- Born: Anne Nordstrom 1930 or 1931 (age 94–95)
- Education: University of Washington
- Known for: Owner of 11% of Nordstrom
- Spouse(s): D. Wayne Gittinger (1933–2014)
- Children: 2
- Parent: Everett Nordstrom
- Relatives: John W. Nordstrom (grandfather) Bruce Nordstrom (brother)

= Anne Gittinger =

American billionaire heiress

Anne Gittinger (née Nordstrom), is an American billionaire heiress, the granddaughter of John W. Nordstrom, the co-founder of the Nordstrom department store chain.

==Early life==
She is the granddaughter of the co-founder of the Nordstrom department store chain, John W. Nordstrom, and the sister of Bruce Nordstrom, the company's former chairman and CEO. She has a degree from the University of Washington.

==Career==
Gittinger is Nordstorm's largest shareholder after her brother Bruce Nordstrom.
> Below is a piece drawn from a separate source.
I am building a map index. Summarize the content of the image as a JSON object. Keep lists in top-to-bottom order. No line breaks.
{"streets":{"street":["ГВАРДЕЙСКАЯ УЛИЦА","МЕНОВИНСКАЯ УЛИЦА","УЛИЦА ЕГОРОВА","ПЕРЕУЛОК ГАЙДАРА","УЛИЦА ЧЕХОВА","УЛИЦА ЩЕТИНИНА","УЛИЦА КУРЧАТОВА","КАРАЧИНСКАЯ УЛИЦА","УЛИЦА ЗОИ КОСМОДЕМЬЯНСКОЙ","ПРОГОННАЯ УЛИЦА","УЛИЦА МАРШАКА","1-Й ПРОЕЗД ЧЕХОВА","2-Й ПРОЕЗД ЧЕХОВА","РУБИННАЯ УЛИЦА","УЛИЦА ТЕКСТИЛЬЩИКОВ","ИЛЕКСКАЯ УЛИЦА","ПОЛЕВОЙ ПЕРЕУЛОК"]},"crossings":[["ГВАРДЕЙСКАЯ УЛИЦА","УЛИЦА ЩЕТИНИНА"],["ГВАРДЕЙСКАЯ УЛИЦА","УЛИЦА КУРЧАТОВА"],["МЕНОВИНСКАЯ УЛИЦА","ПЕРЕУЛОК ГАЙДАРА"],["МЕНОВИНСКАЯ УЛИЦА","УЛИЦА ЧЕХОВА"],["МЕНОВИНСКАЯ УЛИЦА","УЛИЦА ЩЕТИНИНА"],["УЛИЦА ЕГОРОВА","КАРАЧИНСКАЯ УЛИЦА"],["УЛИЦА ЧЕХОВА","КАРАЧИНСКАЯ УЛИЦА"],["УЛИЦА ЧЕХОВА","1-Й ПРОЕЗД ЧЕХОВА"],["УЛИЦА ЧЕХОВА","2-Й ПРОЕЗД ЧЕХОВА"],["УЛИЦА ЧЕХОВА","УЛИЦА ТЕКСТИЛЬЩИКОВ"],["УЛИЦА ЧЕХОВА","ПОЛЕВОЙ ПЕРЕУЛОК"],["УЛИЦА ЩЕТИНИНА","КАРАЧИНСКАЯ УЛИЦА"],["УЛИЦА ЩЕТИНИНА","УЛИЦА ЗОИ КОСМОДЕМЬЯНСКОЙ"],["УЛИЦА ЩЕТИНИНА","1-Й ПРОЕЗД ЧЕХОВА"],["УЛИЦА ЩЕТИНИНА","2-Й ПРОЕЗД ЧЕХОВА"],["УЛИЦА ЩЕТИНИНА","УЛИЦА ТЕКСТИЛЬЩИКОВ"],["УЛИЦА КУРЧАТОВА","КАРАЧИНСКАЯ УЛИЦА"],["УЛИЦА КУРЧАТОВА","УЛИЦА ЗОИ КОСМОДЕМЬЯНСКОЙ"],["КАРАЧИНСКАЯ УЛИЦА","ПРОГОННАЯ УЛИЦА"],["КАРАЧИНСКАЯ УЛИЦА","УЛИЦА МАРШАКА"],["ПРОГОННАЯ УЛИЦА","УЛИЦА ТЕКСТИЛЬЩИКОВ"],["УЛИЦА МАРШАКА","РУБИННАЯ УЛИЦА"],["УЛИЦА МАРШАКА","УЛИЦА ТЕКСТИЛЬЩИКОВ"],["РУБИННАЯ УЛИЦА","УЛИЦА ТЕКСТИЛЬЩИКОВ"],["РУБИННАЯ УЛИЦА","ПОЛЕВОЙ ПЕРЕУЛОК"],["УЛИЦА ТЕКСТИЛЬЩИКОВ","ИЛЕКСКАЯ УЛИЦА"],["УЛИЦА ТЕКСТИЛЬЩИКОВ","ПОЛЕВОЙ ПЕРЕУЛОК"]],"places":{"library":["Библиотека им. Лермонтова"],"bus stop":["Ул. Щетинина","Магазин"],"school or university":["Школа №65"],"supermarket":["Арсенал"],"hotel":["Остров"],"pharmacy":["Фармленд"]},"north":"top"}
As of April 2021, she had a net worth of $1.1 billion.

==Personal life==
She was married to D. Wayne Gittinger (1933–2014), a pitcher on the Husky baseball team from Kellogg, Idaho. After graduating from UW in 1954 and its law school in 1957, he was a partner in the Seattle law firm Lane Powell and a former Nordstrom director. They had two children, and lived in Seattle.